Humans: "Why did you adorn men with nipples in the first place, God?"

God, with that all-knowing smile: "So that wives could say, 'Around the house, he's as useless as his nipples!'"

0 ( +0 / -0 )

If you're not going to like it if I wear something else to cover up my nipples, then I have no incentive to wear anything under my white shirt. You can't complain about my nipples and not be satisfied if I solve that problem with an undershirt. If that's not good enough, you get the nipples so at least one of us will be happy.

0 ( +0 / -0 )

This is why I wear waffle cones under my business shirt. Well, it's one reason, anyway.

0 ( +0 / -0 )

The day that men can start telling women what to wear again, is the day this article will hold any credibility whatsoever.

-1 ( +0 / -1 )

Men go without tops at the beach, nobody finds their nipples sexy and the statement about sexual harrassment just goes to show how far down the toilet this whole sexual harasssment thing has gone.
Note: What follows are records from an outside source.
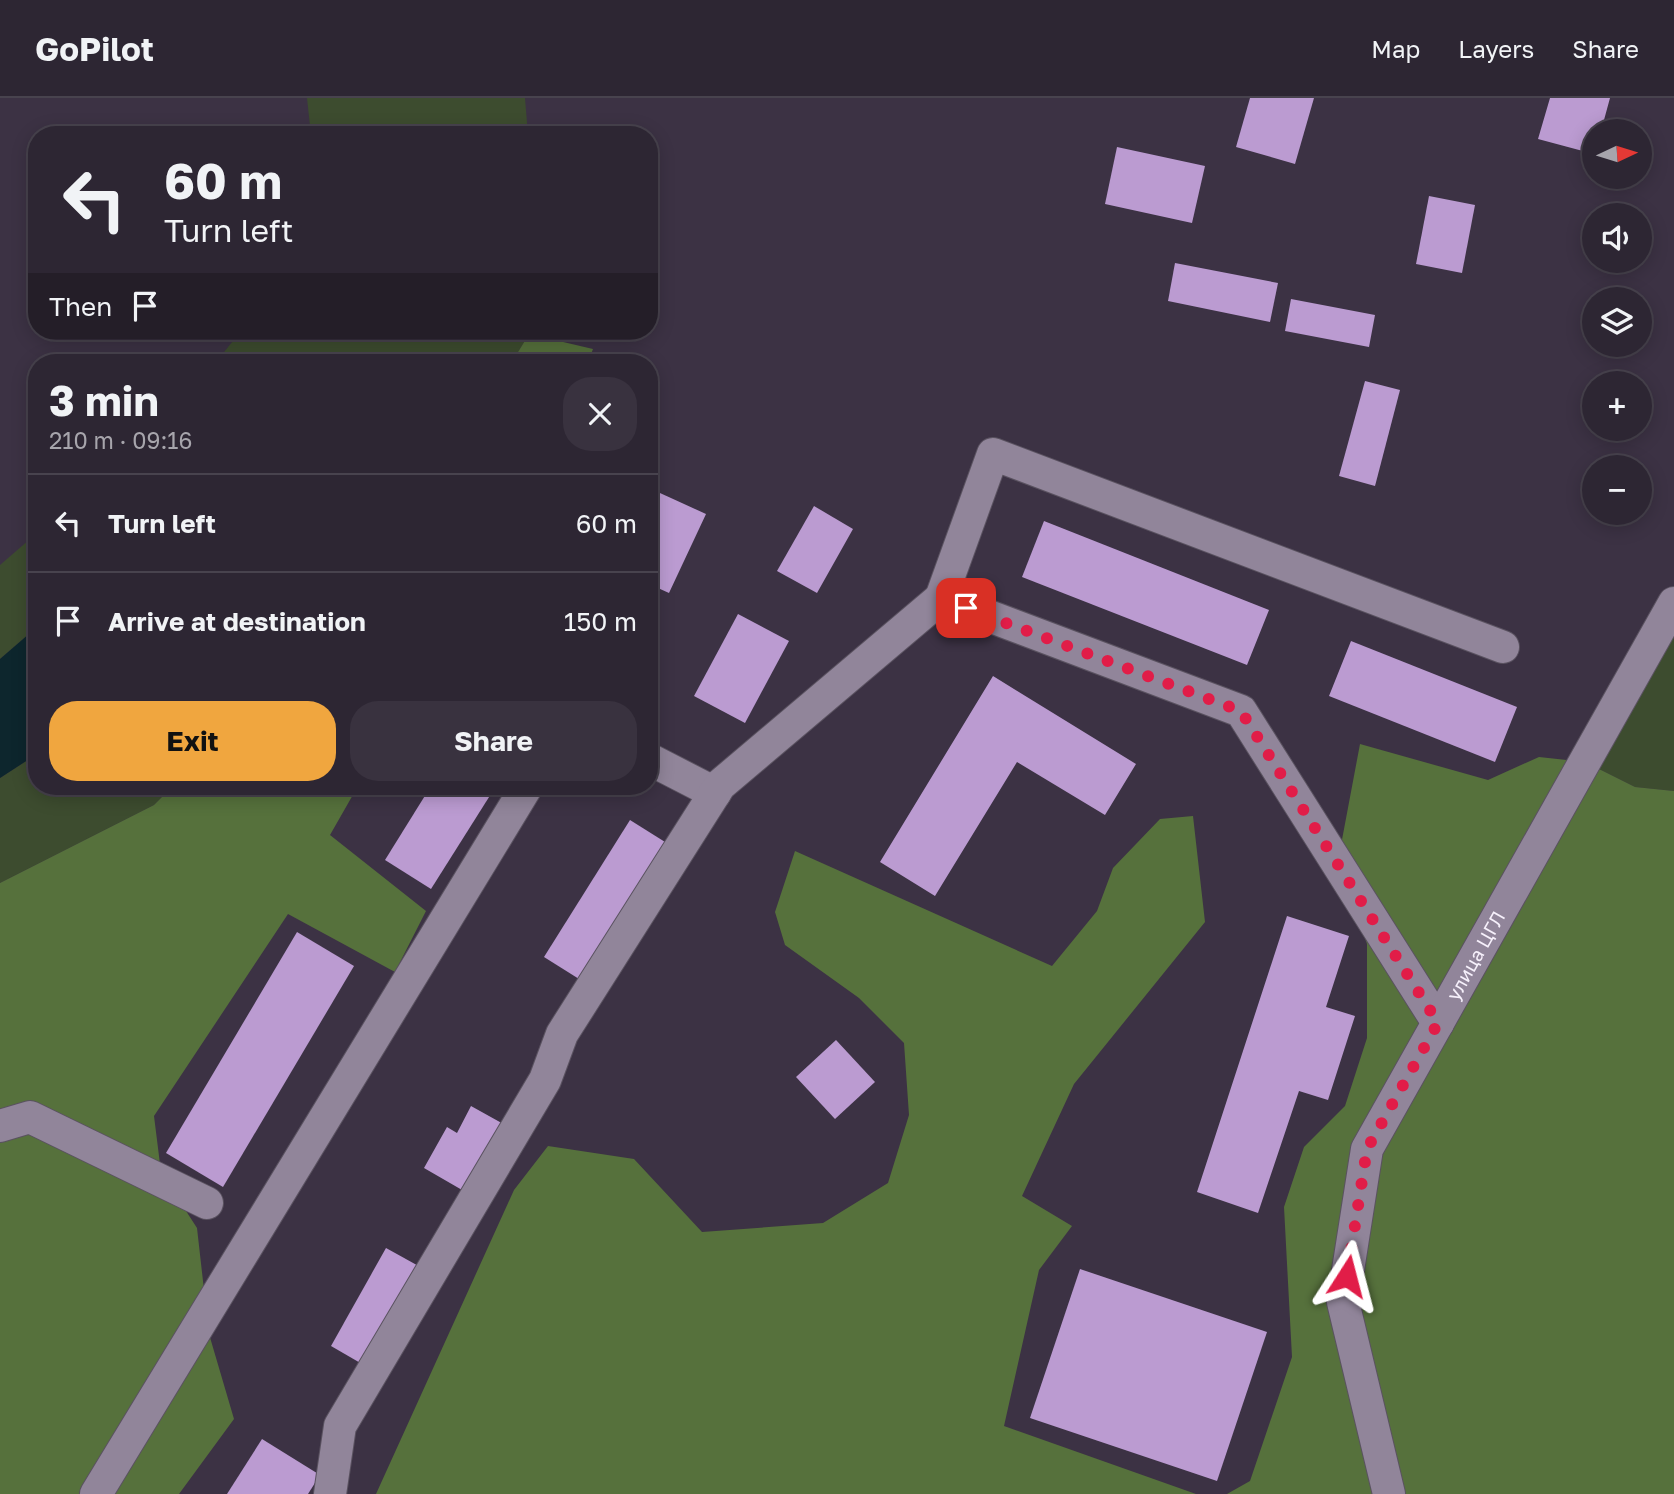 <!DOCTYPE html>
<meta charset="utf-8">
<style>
:root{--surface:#2d2633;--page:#39323f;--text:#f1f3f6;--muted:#a7a5ac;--line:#48434e;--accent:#f0a63f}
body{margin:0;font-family:"Golos Text",sans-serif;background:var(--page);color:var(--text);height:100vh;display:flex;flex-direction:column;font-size:26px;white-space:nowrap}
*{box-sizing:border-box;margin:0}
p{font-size:23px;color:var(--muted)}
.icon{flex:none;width:38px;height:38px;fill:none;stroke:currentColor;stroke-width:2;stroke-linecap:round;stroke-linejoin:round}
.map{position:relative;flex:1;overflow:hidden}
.panel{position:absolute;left:28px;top:256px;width:630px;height:441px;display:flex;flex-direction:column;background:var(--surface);border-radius:28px;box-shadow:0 4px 18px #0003,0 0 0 2px var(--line)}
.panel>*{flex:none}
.banner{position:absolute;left:28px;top:28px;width:630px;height:214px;border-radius:28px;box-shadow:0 4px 18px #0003,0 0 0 2px var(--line);background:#2d2633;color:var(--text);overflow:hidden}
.needle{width:46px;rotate:86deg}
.fabs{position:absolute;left:1582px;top:21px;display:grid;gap:14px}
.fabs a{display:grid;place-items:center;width:70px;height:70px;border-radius:50%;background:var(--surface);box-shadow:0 4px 18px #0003,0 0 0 2px var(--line);font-size:35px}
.pin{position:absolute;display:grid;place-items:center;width:60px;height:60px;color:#fff;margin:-30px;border-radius:14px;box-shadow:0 4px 10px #0006}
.me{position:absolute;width:77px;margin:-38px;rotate:9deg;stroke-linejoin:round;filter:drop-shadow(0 0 5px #0008)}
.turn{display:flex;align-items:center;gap:24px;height:147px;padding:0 21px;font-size:32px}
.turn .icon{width:91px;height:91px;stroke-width:2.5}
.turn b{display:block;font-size:49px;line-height:60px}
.then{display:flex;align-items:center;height:66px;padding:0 21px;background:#0003;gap:14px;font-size:26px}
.round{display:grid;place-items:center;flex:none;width:74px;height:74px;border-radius:28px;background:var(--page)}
.headline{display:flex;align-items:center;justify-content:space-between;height:119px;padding:0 21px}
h1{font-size:42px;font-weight:700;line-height:52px}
.action{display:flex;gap:14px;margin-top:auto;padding:14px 21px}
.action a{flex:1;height:80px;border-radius:28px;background:var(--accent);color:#111;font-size:28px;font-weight:700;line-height:80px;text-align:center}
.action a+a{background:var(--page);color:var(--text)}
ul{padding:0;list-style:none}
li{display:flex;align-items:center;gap:21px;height:98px;padding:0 21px;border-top:2px solid var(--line)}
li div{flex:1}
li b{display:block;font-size:26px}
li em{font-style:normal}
header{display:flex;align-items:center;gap:42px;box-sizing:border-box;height:98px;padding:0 35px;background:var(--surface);border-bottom:2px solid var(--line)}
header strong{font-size:33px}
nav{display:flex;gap:38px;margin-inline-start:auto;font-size:24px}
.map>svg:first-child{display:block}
.green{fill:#3d4c2f}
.forest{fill:#56713c}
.water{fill:#0d262d}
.building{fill:#bb9bd1}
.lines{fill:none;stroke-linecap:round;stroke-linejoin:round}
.minor-casing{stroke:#5a5260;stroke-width:34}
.minor{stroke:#91859a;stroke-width:32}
.route{stroke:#e11d48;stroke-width:12;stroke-dasharray:0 21.6}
.labels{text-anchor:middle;stroke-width:7;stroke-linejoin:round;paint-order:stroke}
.street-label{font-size:19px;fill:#f6f0fb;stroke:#3c3244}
</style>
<header>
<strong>GoPilot</strong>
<nav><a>Map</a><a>Layers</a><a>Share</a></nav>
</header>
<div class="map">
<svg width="1674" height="1396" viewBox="0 0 1674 1396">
<rect width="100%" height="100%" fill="#3c3244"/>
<g class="green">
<path d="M307,0H525L528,37H311Z"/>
<path d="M241,233H516L529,236L512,264H216Z"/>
<path d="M37,435V529L0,561V467Z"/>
<path d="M1674,505V693L1635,689L1585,664Z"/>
<path d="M37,656V688H173L154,707L0,785V680Z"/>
</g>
<g class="forest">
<path d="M529,236L593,251L588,264H512Z"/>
<path d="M1360,646L1488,682L1539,659L1585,664L1635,689L1674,693V1396H1227L1250,1383L1292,1259L1284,1109L1304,1049L1345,1008L1367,940V846L1338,763Z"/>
<path d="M173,688H358L330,737L426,813L395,874L288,816L154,1018L161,1074L197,1130L209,1236L234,1321L179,1396H0V785L154,707Z"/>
<path d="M1193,718L1205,824L1074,986L1022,1098L1072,1128L1039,1172L1004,1328L1196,1396H376L514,1092L548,1048L634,1061L702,1134L823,1125L888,1085L909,1017L904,945L859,900L785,847L775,814L795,753L1052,868L1097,813L1113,770L1160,721Z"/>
</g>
<path class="water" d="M37,529V656L0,680V561Z"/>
<g class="building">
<path d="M1250,0H1314L1295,66L1236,49Z"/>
<path d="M1550,0H1610L1601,33H1594V56L1538,41Z"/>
<path d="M1117,49L1205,68L1192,125L1105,106Z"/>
<path d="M1429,98L1475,107L1462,175L1416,166Z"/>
<path d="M1175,165L1278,185L1270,224L1168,203Z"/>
<path d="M1291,201L1375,217L1369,249L1285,233Z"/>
<path d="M1365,283L1400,292L1375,388L1339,378Z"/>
<path d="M649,390L706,416L669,495L649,486Z"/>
<path d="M814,408L853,431L817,495L777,473Z"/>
<path d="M1044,423L1269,512L1247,567L1022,479Z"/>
<path d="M738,516L789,543L745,625L694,598Z"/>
<path d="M1351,543L1517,609L1495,664L1329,598Z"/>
<path d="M993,578L1136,666L1105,717L1017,664L935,798L880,764Z"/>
<path d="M431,688H496L431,791L385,762Z"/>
<path d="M630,722L673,749L587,886L544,859Z"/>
<path d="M1287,818L1349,838L1326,909L1355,918L1328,1002L1299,993L1258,1115L1197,1094Z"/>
<path d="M297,834L354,868L223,1089L166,1055Z"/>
<path d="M836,942L875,984L835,1021L796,979Z"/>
<path d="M471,1008L507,1028L469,1096L424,1070L447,1029L457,1035Z"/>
<path d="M386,1150L424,1171L369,1270L331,1248Z"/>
<path d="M1080,1171L1267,1234L1217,1383L1030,1320Z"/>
<path d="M262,1341L320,1377L308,1396H227Z"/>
</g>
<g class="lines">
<defs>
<g id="minor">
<path d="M649,661L715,695"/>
<path d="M1438,925L1241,613L941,500L993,356L1503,549"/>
<path d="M0,1028L30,1019L207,1105"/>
<path d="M96,1396L527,688"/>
<path d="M330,1396L340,1328L545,982L562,936L720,687L941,500"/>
<path id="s1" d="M1389,1396L1343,1204L1367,1051L1674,505"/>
</g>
</defs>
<use href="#minor" class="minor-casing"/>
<use href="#minor" class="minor"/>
</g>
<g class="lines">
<path class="route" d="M966,510L1241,613L1438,925L1367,1051L1347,1178"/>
</g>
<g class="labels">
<g class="street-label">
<text dy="7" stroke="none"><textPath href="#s1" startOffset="574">улица ЦГЛ</textPath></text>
</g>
</g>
</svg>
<div class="fabs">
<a><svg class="needle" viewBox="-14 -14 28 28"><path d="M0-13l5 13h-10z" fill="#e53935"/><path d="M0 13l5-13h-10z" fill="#a7a5ac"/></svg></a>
<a><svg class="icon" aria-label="sound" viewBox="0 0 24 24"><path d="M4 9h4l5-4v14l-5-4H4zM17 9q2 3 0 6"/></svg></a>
<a><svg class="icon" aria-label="layers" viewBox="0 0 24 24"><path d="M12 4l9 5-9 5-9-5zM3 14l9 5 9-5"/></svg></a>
<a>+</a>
<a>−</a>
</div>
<div class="pin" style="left:966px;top:510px;background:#d93025"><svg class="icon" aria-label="arrive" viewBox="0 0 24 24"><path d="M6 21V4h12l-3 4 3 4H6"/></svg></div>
<svg class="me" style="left:1347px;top:1178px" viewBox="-20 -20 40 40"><path d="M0-17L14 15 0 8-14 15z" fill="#e11d48" stroke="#fff" stroke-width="4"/></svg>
<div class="banner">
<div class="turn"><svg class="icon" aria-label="left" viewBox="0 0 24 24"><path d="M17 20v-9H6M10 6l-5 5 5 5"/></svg><div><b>60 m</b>Turn left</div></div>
<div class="then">Then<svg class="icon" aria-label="arrive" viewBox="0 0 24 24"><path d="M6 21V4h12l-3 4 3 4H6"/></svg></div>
</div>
<section class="panel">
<div class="headline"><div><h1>3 min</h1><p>210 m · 09:16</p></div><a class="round"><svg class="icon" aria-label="close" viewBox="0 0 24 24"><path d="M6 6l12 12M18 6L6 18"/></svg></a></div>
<ul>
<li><svg class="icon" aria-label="left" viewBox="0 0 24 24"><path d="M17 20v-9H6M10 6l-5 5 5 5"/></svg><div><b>Turn left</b></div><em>60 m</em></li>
<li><svg class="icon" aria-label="arrive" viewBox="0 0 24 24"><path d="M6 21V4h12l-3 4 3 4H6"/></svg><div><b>Arrive at destination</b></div><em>150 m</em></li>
</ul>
<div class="action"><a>Exit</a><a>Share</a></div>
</section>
</div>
If a man complained about a women's nipples showing at work he'd be on the mat both for the sin of noticing in the first place and then DARING to mention it to anyone!

Foolishness, pure and simple.

2 ( +2 / -0 )

Frungy, I take it you dont wear underpants or boxer shorts either? Since the same idea as an undershirt. And in fact, when you are talking about keeping clothes that have absorbed some of your sweat close to your body, you could bring the argument that ANY clothes are unhygenic.

Dont let those office ladies tell you how you need to wear clothes to work! Work free and naked! haha (Puts a new meaning to the saying "balls to the wall" when you are talking about being busy!)